Floods and landslides killed 11 people after a fierce tropical storm dumped heavy rain on the Philippines for a second day, officials said Monday.
Tropical Storm Yagi brushed past the Bicol region southeast of Manila overnight Sunday and was expected to make a landfall later Monday on the northeast coast of the main island of Luzon.
As a precaution, schools and government offices across the capital Manila were shut for the day, while ferry services in affected areas were suspended and 29 domestic flights cancelled due to the weather.
Three people, including a pregnant woman, were killed in a landslide Monday in Antipolo, near the equally rain-soaked capital, city information officer Relly Bonifacio told AFP.

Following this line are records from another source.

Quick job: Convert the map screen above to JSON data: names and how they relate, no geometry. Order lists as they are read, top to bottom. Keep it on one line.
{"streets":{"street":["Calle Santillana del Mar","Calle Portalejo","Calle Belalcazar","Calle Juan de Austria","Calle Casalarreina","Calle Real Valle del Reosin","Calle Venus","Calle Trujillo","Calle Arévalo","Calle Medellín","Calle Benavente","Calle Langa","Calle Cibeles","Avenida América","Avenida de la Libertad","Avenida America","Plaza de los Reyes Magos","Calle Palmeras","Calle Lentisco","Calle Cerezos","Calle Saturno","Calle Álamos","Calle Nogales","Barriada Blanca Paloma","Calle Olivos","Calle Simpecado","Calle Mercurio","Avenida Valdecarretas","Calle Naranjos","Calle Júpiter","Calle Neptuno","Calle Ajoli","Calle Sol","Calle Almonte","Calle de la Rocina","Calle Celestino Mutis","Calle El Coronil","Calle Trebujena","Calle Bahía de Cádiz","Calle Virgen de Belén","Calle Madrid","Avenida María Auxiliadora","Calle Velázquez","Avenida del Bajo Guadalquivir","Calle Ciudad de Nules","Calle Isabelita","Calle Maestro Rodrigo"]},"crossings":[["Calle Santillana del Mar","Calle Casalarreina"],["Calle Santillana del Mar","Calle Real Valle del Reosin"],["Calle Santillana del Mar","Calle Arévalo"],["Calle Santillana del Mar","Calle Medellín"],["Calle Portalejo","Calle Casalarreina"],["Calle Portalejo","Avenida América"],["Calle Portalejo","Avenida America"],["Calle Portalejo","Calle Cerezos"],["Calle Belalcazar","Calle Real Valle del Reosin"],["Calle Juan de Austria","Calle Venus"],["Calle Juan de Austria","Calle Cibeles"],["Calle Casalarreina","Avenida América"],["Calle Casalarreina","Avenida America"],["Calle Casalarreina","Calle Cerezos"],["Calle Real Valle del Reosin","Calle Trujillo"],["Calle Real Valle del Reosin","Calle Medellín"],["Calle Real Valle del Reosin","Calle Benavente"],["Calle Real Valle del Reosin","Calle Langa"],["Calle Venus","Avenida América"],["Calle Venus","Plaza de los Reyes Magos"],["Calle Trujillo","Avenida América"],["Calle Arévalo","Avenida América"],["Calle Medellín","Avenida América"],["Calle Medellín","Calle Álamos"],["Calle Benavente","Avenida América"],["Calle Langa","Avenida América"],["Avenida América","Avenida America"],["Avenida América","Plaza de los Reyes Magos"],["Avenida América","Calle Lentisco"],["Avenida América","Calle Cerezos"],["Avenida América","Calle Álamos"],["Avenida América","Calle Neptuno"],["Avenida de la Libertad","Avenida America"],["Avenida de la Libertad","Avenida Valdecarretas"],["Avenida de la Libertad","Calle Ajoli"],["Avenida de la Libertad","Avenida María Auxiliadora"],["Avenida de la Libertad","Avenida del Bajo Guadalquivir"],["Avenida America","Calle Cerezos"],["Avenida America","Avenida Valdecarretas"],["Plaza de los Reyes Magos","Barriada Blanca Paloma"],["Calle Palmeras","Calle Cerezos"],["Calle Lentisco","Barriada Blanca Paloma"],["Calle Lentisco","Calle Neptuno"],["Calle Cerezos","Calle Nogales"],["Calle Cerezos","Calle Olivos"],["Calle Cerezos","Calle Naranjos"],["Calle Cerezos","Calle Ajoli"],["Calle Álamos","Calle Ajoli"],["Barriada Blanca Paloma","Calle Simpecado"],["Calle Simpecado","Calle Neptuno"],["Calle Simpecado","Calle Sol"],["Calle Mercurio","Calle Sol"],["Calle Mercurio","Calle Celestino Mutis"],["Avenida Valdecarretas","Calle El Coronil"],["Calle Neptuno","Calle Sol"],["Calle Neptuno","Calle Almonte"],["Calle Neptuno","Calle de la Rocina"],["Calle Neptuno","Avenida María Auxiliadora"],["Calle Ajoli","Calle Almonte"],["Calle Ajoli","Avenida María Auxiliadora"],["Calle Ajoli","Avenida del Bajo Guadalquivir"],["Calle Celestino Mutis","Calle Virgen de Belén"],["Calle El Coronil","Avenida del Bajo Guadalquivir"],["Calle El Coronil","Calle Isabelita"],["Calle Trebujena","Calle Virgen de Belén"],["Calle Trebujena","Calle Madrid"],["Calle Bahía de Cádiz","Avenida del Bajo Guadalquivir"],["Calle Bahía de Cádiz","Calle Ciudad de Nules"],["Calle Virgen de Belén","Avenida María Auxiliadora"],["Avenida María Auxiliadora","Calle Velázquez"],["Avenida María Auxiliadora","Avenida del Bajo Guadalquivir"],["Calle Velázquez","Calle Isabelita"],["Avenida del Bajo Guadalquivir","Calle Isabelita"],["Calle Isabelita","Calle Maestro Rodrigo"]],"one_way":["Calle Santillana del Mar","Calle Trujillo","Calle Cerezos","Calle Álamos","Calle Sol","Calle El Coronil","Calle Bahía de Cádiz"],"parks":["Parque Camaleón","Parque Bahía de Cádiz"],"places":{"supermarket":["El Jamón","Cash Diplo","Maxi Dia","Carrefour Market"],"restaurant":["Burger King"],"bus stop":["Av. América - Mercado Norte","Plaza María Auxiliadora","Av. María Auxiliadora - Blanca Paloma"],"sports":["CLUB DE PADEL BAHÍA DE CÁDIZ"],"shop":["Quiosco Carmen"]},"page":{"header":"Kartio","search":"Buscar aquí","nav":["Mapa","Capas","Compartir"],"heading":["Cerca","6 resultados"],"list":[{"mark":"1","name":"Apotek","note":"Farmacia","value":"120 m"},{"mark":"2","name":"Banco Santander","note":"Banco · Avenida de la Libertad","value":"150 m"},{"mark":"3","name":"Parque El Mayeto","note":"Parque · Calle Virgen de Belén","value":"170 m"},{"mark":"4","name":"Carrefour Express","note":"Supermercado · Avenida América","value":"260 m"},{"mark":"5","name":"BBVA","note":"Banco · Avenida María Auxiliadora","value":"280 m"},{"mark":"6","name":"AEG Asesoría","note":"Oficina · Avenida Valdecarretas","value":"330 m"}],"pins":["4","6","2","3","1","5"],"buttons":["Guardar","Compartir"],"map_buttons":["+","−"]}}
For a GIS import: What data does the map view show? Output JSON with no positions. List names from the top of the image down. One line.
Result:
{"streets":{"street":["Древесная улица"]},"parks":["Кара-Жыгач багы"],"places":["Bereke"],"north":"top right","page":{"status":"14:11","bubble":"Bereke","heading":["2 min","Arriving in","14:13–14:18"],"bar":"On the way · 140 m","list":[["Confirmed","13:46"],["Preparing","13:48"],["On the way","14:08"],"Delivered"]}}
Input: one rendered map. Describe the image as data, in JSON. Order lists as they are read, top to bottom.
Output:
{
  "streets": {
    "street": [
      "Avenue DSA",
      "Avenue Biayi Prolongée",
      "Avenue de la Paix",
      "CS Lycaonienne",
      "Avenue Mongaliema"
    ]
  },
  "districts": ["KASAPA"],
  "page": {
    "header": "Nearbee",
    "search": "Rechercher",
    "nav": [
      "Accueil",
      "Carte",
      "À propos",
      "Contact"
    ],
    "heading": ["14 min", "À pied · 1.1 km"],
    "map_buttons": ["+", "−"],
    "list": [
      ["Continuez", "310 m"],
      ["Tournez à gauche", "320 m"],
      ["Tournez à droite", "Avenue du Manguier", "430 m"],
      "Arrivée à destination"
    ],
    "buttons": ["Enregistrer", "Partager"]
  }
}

He said the bodies of four other people, all drowning victims, were recovered Monday in three other areas of the hilly community, hours after creeks overflowed overnight.
The Bicol city of Naga was also hard-hit, with a man electrocuted as floodwaters rose and a baby girl drowning, rescuers said.
"The floods were above head height in some areas," Joshua Tuazon of the city's public safety office told AFP, adding that hundreds of residents had been rescued.
More than 300 people remained at evacuation camps Monday, with local officials saying the floodwaters in the city of 210,000 people were slow to ebb.
Two landslides killed two people and damaged five houses in the central city of Cebu on Sunday, the local disaster office there told AFP.
Yagi tore northwards off the coast of Luzon on Monday afternoon with sustained winds of 85 kilometres (53 miles) an hour, up from 75 kilometres an hour earlier in the day, the state weather service said in an updated bulletin.
It was due to make landfall in the northern province of Isabela later in the day, with four towns and about 33,000 people in its path.
Local officials were advised to prepare communities to evacuate flood-prone areas, provincial disaster chief Constante Foronda told AFP.
The weather service also warned of a "minimal to moderate risk" of huge coastal waves threatening communities as the storm hits land.
About 20 big storms and typhoons hit the Philippines or its surrounding waters each year, damaging homes and infrastructure and killing dozens of people.